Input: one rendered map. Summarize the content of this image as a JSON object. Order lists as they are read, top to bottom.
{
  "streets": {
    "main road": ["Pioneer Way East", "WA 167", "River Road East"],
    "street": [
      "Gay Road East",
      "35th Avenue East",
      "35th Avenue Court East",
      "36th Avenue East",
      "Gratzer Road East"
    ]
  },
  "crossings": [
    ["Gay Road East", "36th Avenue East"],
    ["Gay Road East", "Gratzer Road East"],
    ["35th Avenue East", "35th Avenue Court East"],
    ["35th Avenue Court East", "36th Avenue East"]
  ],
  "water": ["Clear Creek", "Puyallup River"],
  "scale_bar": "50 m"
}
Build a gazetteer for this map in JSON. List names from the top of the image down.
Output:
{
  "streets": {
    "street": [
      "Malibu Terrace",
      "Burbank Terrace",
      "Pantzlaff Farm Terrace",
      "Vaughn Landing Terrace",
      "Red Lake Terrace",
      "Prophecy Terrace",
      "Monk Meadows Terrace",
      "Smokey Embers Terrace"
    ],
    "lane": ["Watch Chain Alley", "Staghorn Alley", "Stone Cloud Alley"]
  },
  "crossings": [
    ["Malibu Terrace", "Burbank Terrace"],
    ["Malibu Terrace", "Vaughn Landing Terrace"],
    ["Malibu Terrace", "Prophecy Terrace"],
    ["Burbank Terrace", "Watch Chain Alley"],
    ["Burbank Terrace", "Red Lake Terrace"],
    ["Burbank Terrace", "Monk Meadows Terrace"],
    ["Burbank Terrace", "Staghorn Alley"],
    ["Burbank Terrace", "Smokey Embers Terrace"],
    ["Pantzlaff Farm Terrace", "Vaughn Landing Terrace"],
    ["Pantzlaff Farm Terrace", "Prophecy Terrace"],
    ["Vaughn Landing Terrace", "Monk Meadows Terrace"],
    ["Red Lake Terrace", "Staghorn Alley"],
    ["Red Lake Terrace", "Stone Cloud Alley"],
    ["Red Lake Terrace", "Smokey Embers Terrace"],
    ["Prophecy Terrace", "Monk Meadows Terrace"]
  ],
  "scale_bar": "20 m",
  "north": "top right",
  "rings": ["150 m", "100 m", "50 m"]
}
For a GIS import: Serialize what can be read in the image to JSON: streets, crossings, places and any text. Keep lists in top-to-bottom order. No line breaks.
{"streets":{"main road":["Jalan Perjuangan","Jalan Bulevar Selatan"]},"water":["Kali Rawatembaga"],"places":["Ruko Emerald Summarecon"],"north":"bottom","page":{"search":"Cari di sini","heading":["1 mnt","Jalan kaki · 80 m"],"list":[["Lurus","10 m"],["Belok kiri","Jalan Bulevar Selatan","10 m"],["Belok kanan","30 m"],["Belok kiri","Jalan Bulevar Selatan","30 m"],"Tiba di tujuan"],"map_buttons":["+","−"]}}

_ _ _

TASK REQUIREMENTS → Copy the lines from the start of the data verbatim, stopping after the line containing "Build a gazetteer".

TASK OUTPUT →
Input: one rendered map. Summarize the content of this image as a JSON object. Order lists as they are read, top to bottom.
{
  "streets": {
    "main road": ["Pioneer Way East", "WA 167", "River Road East"],
    "street": [
      "Gay Road East",
      "35th Avenue East",
      "35th Avenue Court East",
      "36th Avenue East",
      "Gratzer Road East"
    ]
  },
  "crossings": [
    ["Gay Road East", "36th Avenue East"],
    ["Gay Road East", "Gratzer Road East"],
    ["35th Avenue East", "35th Avenue Court East"],
    ["35th Avenue Court East", "36th Avenue East"]
  ],
  "water": ["Clear Creek", "Puyallup River"],
  "scale_bar": "50 m"
}
Build a gazetteer for this map in JSON. List names from the top of the image down.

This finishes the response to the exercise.